▸ **THE DATA**:
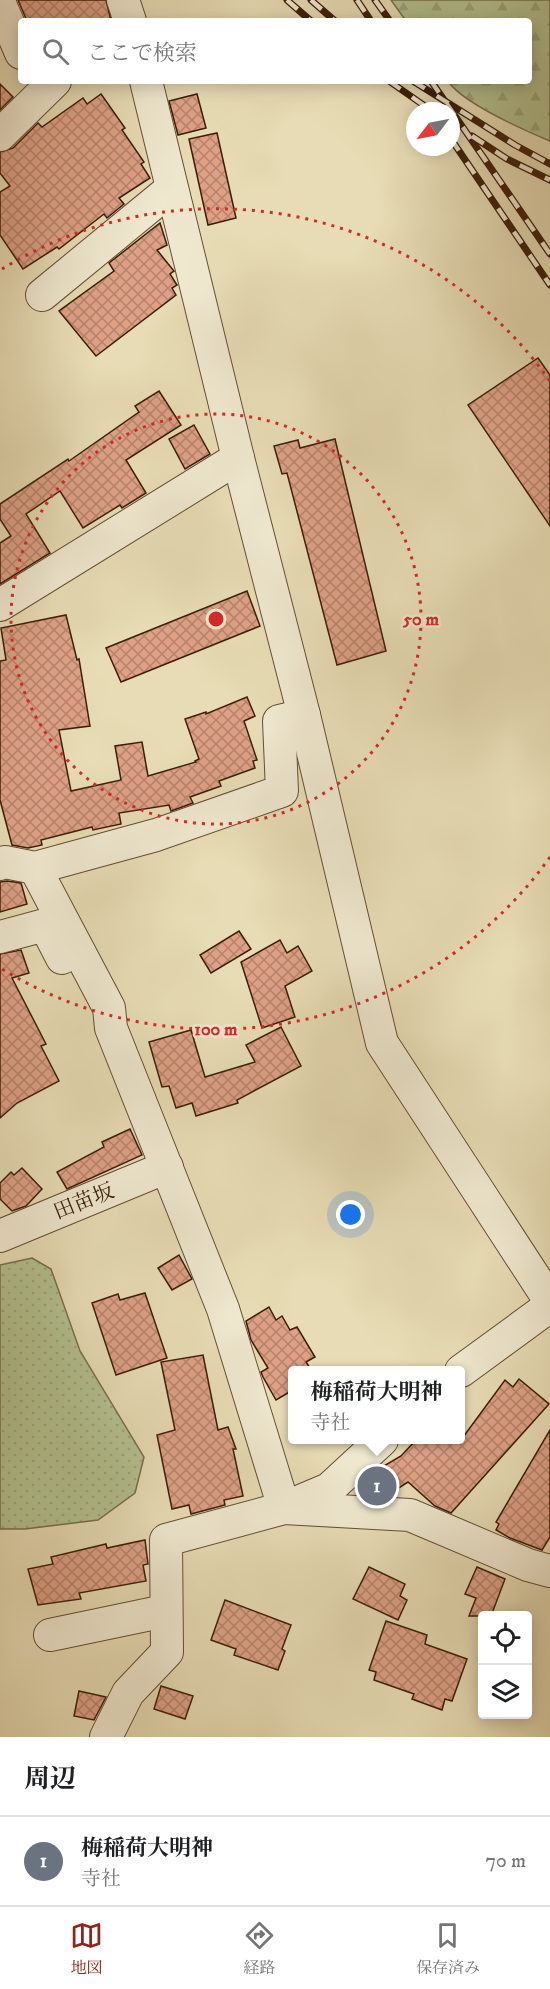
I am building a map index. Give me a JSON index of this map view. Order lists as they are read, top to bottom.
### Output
{
  "streets": {
    "street": ["田苗坂"]
  },
  "north": "bottom left",
  "page": {
    "search": "ここで検索",
    "popup": ["梅稲荷大明神", "寺社"],
    "pins": "1",
    "heading": "周辺",
    "list": [
      {
        "mark": "1",
        "name": "梅稲荷大明神",
        "note": "寺社",
        "value": "70 m"
      }
    ],
    "nav": ["地図", "経路", "保存済み"]
  },
  "rings": ["50 m", "100 m"]
}
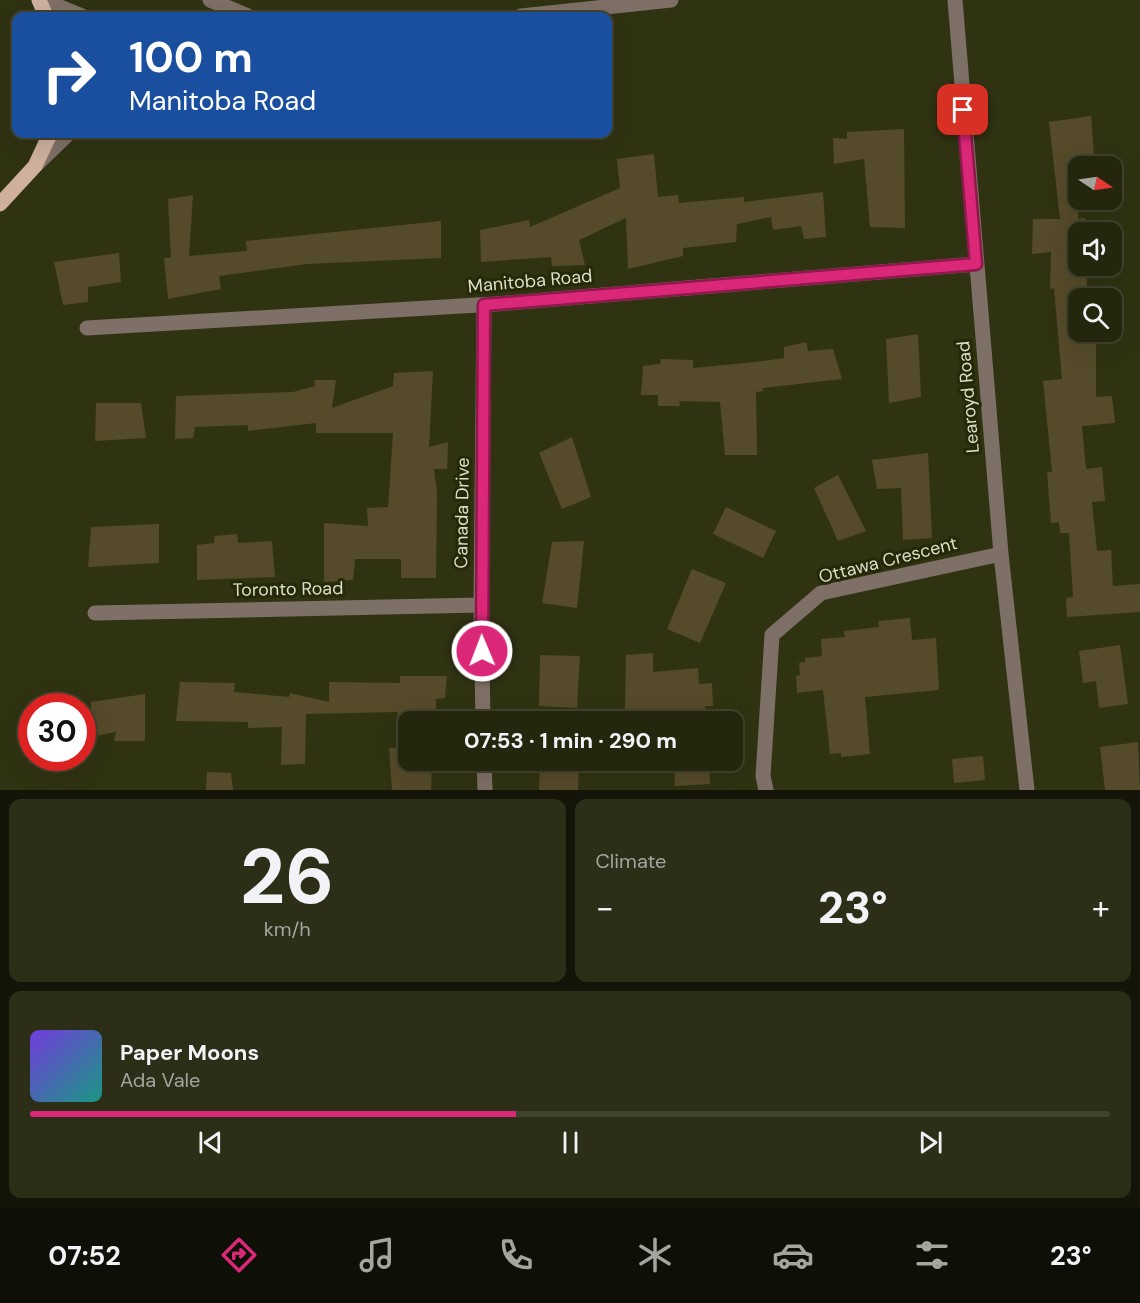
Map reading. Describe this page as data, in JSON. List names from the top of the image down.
{
  "streets": {
    "street": [
      "Manitoba Road",
      "Learoyd Road",
      "Canada Drive",
      "Ottawa Crescent",
      "Toronto Road"
    ]
  },
  "crossings": [
    ["Manitoba Road", "Learoyd Road"],
    ["Manitoba Road", "Canada Drive"],
    ["Learoyd Road", "Ottawa Crescent"],
    ["Canada Drive", "Toronto Road"]
  ],
  "north": "right",
  "page": {
    "turn": ["100 m", "Manitoba Road"],
    "limit": "30",
    "trip": "07:53 · 1 min · 290 m",
    "tile": [
      ["26", "km/h"],
      "Climate"
    ],
    "heat": ["−", "23°", "+"],
    "song": ["Paper Moons", "Ada Vale"],
    "tabs": ["07:52", "23°"]
  }
}
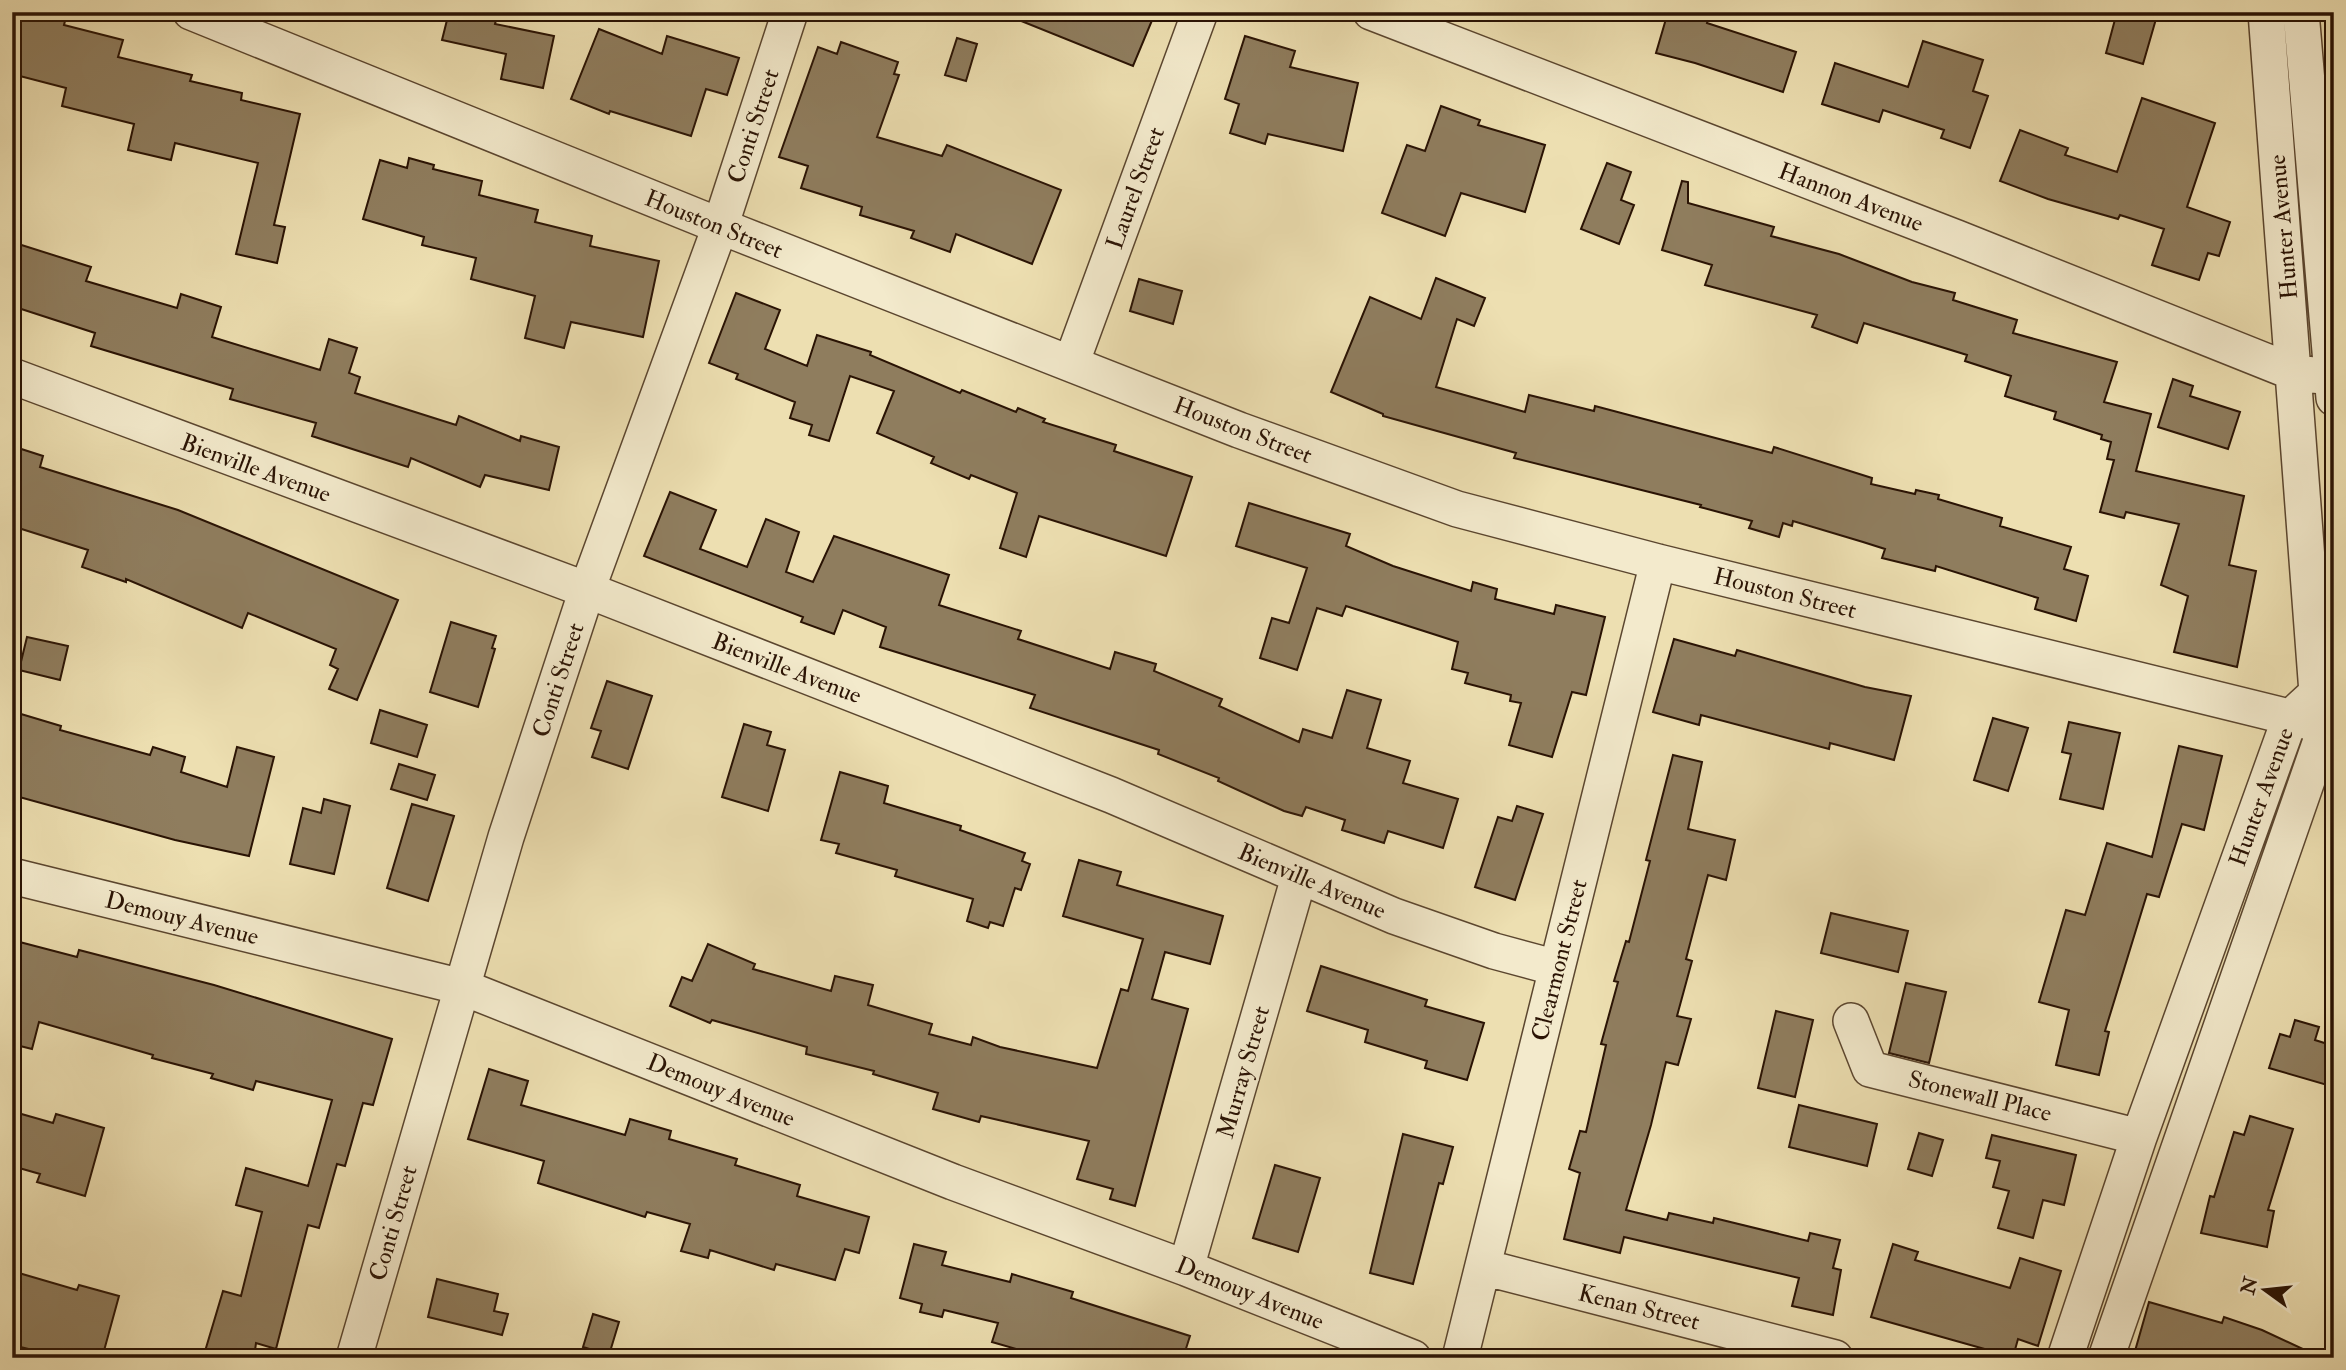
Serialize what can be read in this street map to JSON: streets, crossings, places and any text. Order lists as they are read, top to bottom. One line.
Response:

▸ **TRY IT**:
Please filter the entries for the word "lists" and copy the lines that have it.

▸ **TASK RESPONSE**:
I am building a map index. Give me a JSON index of this map view. Order lists as they are read, top to bottom.
Serialize what can be read in this street map to JSON: streets, crossings, places and any text. Order lists as they are read, top to bottom. One line.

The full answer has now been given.